- **Problem**
Once the line containing "130px,1127px 591px,1031px 626px,956px" is found in the entries below, restate it and each following line word for word, stopping after the line containing "884px,176px 908px,148px 932px,136px".

- **Data section**
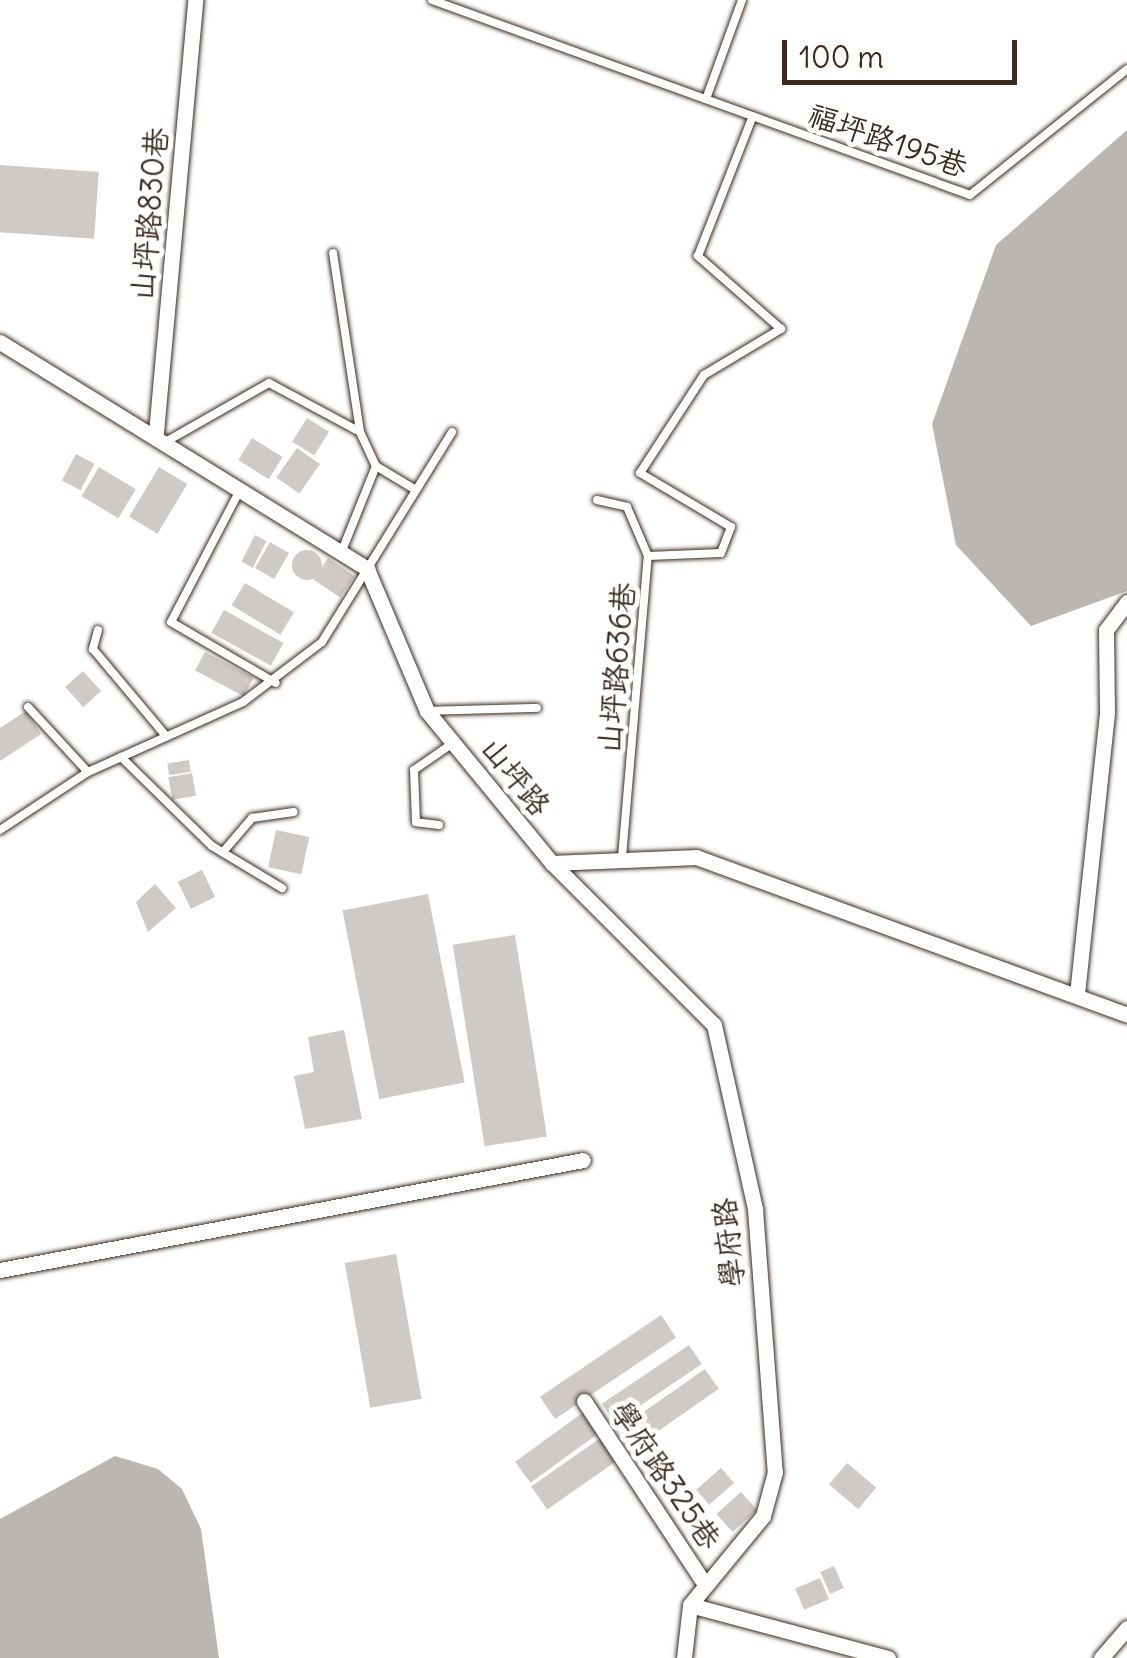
<!DOCTYPE html>
<html>
<head>
<meta charset="utf-8">
<style>
	body { margin:0 }
	#map { position:relative; width:1127px; height:1658px; overflow:hidden; background:#fff; font-family:Delius,"LXGW WenKai TC",sans-serif }
	div>[style] { position:absolute }
	.water>* { inset:0; background:#bcb6b3 }
	.building>* { inset:0; background:#cfcac7; transform-origin:0 0 }
	.round { border-radius:50% }
	.roads { filter:drop-shadow(0 0 2px #3b2a1e) drop-shadow(0 0 2px #3b2a1e) }
	.lane>* { height:8px; margin:-4px; padding:0 4px; transform-origin:4px; border-radius:4px; background:#fff }
	.street>* { height:15px; margin:-7.5px; padding:0 7.5px; transform-origin:7.5px; border-radius:7.5px; background:#fff }
	span { translate:-50% -50%; white-space:nowrap; text-align:center; line-height:1.15; -webkit-text-stroke:10px #fff; paint-order:stroke }
	.street-label { font-size:30px; color:#3b2a1e }
	.scale { position:absolute; left:782px; top:40px; width:235px; height:45px; box-sizing:border-box; border:5px solid #3b2a1e; border-top:0; padding-left:12px; font-size:30px; line-height:35px; white-space:nowrap; color:#3b2a1e; -webkit-text-stroke:8px #fff; paint-order:stroke }
</style>
</head>
<body>
<div id="map">
	<div class="water">
		<i style="clip-path:polygon(1127px 130px,1127px 591px,1031px 626px,956px 545px,932px 424px,996px 245px)"></i>
		<i style="clip-path:polygon(115px 1456px,158px 1469px,182px 1489px,201px 1529px,219px 1658px,0 1658px,0 1519px)"></i>
	</div>
	<div class="building">
		<i style="left:0;top:165px;width:99px;height:67px;rotate:4deg"></i>
		<i style="left:307px;top:418px;width:26px;height:28px;rotate:32deg"></i>
		<i style="left:252px;top:438px;width:36px;height:26px;rotate:32deg"></i>
		<i style="left:297px;top:448px;width:28px;height:36px;rotate:35deg"></i>
		<i style="left:76px;top:454px;width:21px;height:30px;rotate:28deg"></i>
		<i style="left:99px;top:467px;width:43px;height:34px;rotate:31deg"></i>
		<i style="left:159px;top:467px;width:33px;height:58px;rotate:31deg"></i>
		<i style="left:255px;top:535px;width:13px;height:30px;rotate:27deg"></i>
		<i style="left:270px;top:542px;width:22px;height:30px;rotate:30deg"></i>
		<i class="round" style="left:292px;top:550px;width:30px;height:30px"></i>
		<i style="left:328px;top:558px;width:32px;height:26px;rotate:34deg"></i>
		<i style="left:245px;top:583px;width:57px;height:26px;rotate:31deg"></i>
		<i style="left:224px;top:610px;width:68px;height:26px;rotate:29deg"></i>
		<i style="left:205px;top:652px;width:55px;height:21px;rotate:28deg"></i>
		<i style="left:83px;top:671px;width:27px;height:24px;rotate:48deg"></i>
		<i style="clip-path:polygon(26px 711px,41px 734px,0 761px,0 728px)"></i>
		<i style="left:189px;top:760px;width:12px;height:22px;rotate:81deg"></i>
		<i style="left:192px;top:773px;width:23px;height:24px;rotate:80deg"></i>
		<i style="left:276px;top:830px;width:34px;height:38px;rotate:12deg"></i>
		<i style="left:202px;top:870px;width:30px;height:27px;rotate:64deg"></i>
		<i style="clip-path:polygon(155px 884px,176px 908px,148px 932px,136px 902px)"></i>
		<i style="left:428px;top:894px;width:192px;height:87px;rotate:79deg"></i>
		<i style="left:515px;top:935px;width:204px;height:63px;rotate:81deg"></i>
		<i style="clip-path:polygon(344px 1030px,362px 1119px,305px 1129px,294px 1076px,314px 1072px,308px 1037px)"></i>
		<i style="left:396px;top:1254px;width:147px;height:52px;rotate:80deg"></i>
		<i style="left:661px;top:1315px;width:27px;height:146px;rotate:56deg"></i>
		<i style="left:689px;top:1345px;width:23px;height:105px;rotate:56deg"></i>
		<i style="left:705px;top:1369px;width:24px;height:103px;rotate:55deg"></i>
		<i style="left:592px;top:1406px;width:26px;height:95px;rotate:54deg"></i>
		<i style="left:609px;top:1432px;width:28px;height:95px;rotate:55deg"></i>
		<i style="left:847px;top:1463px;width:38px;height:28px;rotate:40deg"></i>
		<i style="left:721px;top:1468px;width:20px;height:33px;rotate:49deg"></i>
		<i style="left:741px;top:1492px;width:24px;height:33px;rotate:48deg"></i>
		<i style="left:834px;top:1566px;width:24px;height:15px;rotate:66deg"></i>
		<i style="left:820px;top:1578px;width:23px;height:27px;rotate:67deg"></i>
	</div>
	<div class="roads">
		<div class="lane">
			<i style="left:432px;top:0;width:572px;rotate:19.92deg"></i>
			<i style="left:970px;top:195px;width:201px;rotate:-38.7deg"></i>
			<i style="left:706px;top:99px;width:105px;rotate:-70deg"></i>
			<i style="left:333px;top:253px;width:180px;rotate:81.4deg"></i>
			<i style="left:169px;top:440px;width:115px;rotate:-29.7deg"></i>
			<i style="left:269px;top:383px;width:103px;rotate:28.3deg"></i>
			<i style="left:360px;top:432px;width:38px;rotate:65deg"></i>
			<i style="left:376px;top:466px;width:88px;rotate:111.9deg"></i>
			<i style="left:376px;top:466px;width:47px;rotate:31deg"></i>
			<i style="left:240px;top:490px;width:149px;rotate:117.6deg"></i>
			<i style="left:171px;top:622px;width:121px;rotate:30.2deg"></i>
			<i style="left:597px;top:500px;width:31px;rotate:13deg"></i>
			<i style="left:627px;top:507px;width:53px;rotate:66.8deg"></i>
			<i style="left:98px;top:630px;width:20px;rotate:105deg"></i>
			<i style="left:93px;top:649px;width:114px;rotate:50deg"></i>
			<i style="left:28px;top:707px;width:88px;rotate:47.3deg"></i>
			<i style="left:427px;top:711px;width:110px;rotate:-1.6deg"></i>
			<i style="left:121px;top:757px;width:127px;rotate:44.4deg"></i>
			<i style="left:212px;top:846px;width:82px;rotate:31deg"></i>
			<i style="left:439px;top:825px;width:23px;rotate:-173deg"></i>
			<i style="left:416px;top:822px;width:52px;rotate:-92.2deg"></i>
			<i style="left:414px;top:770px;width:47px;rotate:-34.7deg"></i>
			<i style="left:0;top:830px;width:105px;rotate:-33.4deg"></i>
			<i style="left:88px;top:772px;width:170px;rotate:-24.3deg"></i>
			<i style="left:243px;top:702px;width:99px;rotate:-37.2deg"></i>
			<i style="left:322px;top:642px;width:247px;rotate:-58.2deg"></i>
			<i style="left:223px;top:852px;width:45px;rotate:-49.5deg"></i>
			<i style="left:252px;top:818px;width:42px;rotate:-8.1deg"></i>
			<i style="left:622px;top:857px;width:302px;rotate:-85.1deg"></i>
			<i style="left:648px;top:556px;width:73px;rotate:-2.4deg"></i>
			<i style="left:721px;top:553px;width:28px;rotate:-69deg"></i>
			<i style="left:731px;top:527px;width:106px;rotate:-149.3deg"></i>
			<i style="left:640px;top:473px;width:117px;rotate:-56.9deg"></i>
			<i style="left:704px;top:375px;width:90px;rotate:-30.9deg"></i>
			<i style="left:781px;top:329px;width:111px;rotate:-138.7deg"></i>
			<i style="left:698px;top:256px;width:150px;rotate:-68.6deg"></i>
		</div>
		<div class="street">
			<i style="left:0;top:342px;width:432px;rotate:31.7deg"></i>
			<i style="left:367px;top:569px;width:154px;rotate:67.1deg"></i>
			<i style="left:427px;top:711px;width:197px;rotate:50.6deg"></i>
			<i style="left:552px;top:863px;width:144px;rotate:-2.4deg"></i>
			<i style="left:696px;top:857px;width:459px;rotate:20.1deg"></i>
			<i style="left:156px;top:432px;width:434px;rotate:-84.8deg"></i>
			<i style="left:552px;top:863px;width:229px;rotate:45deg"></i>
			<i style="left:714px;top:1025px;width:189px;rotate:77.4deg"></i>
			<i style="left:755px;top:1209px;width:264px;rotate:85.7deg"></i>
			<i style="left:775px;top:1472px;width:46px;rotate:105.3deg"></i>
			<i style="left:763px;top:1516px;width:115px;rotate:129.4deg"></i>
			<i style="left:690px;top:1605px;width:53px;rotate:96.5deg"></i>
			<i style="left:1077px;top:994px;width:284px;rotate:-83.9deg"></i>
			<i style="left:1107px;top:712px;width:82px;rotate:-90.7deg"></i>
			<i style="left:1106px;top:630px;width:35px;rotate:-53deg"></i>
			<i style="left:0;top:1270px;width:593px;rotate:-10.68deg"></i>
			<i style="left:584px;top:1401px;width:214px;rotate:56.6deg"></i>
			<i style="left:690px;top:1605px;width:205px;rotate:15deg"></i>
			<i style="left:1101px;top:1658px;width:40px;rotate:-49deg"></i>
		</div>
	</div>
	<div class="street-label">
		<span style="left:888px;top:140px;rotate:19deg">福坪路195巷</span>
		<span style="left:149px;top:214px;rotate:-85deg">山坪路830巷</span>
		<span style="left:616px;top:668px;rotate:-85deg">山坪路636巷</span>
		<span style="left:516px;top:776px;rotate:51deg">山坪路</span>
		<span style="left:728px;top:1243px;rotate:-96deg">學府路</span>
		<span style="left:666px;top:1475px;rotate:56deg">學府路325巷</span>
	</div>
	<div class="scale">100 m</div>
</div>
</body>
</html>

- **Answer to this exercise**
		<i style="clip-path:polygon(1127px 130px,1127px 591px,1031px 626px,956px 545px,932px 424px,996px 245px)"></i>
		<i style="clip-path:polygon(115px 1456px,158px 1469px,182px 1489px,201px 1529px,219px 1658px,0 1658px,0 1519px)"></i>
	</div>
	<div class="building">
		<i style="left:0;top:165px;width:99px;height:67px;rotate:4deg"></i>
		<i style="left:307px;top:418px;width:26px;height:28px;rotate:32deg"></i>
		<i style="left:252px;top:438px;width:36px;height:26px;rotate:32deg"></i>
		<i style="left:297px;top:448px;width:28px;height:36px;rotate:35deg"></i>
		<i style="left:76px;top:454px;width:21px;height:30px;rotate:28deg"></i>
		<i style="left:99px;top:467px;width:43px;height:34px;rotate:31deg"></i>
		<i style="left:159px;top:467px;width:33px;height:58px;rotate:31deg"></i>
		<i style="left:255px;top:535px;width:13px;height:30px;rotate:27deg"></i>
		<i style="left:270px;top:542px;width:22px;height:30px;rotate:30deg"></i>
		<i class="round" style="left:292px;top:550px;width:30px;height:30px"></i>
		<i style="left:328px;top:558px;width:32px;height:26px;rotate:34deg"></i>
		<i style="left:245px;top:583px;width:57px;height:26px;rotate:31deg"></i>
		<i style="left:224px;top:610px;width:68px;height:26px;rotate:29deg"></i>
		<i style="left:205px;top:652px;width:55px;height:21px;rotate:28deg"></i>
		<i style="left:83px;top:671px;width:27px;height:24px;rotate:48deg"></i>
		<i style="clip-path:polygon(26px 711px,41px 734px,0 761px,0 728px)"></i>
		<i style="left:189px;top:760px;width:12px;height:22px;rotate:81deg"></i>
		<i style="left:192px;top:773px;width:23px;height:24px;rotate:80deg"></i>
		<i style="left:276px;top:830px;width:34px;height:38px;rotate:12deg"></i>
		<i style="left:202px;top:870px;width:30px;height:27px;rotate:64deg"></i>
		<i style="clip-path:polygon(155px 884px,176px 908px,148px 932px,136px 902px)"></i>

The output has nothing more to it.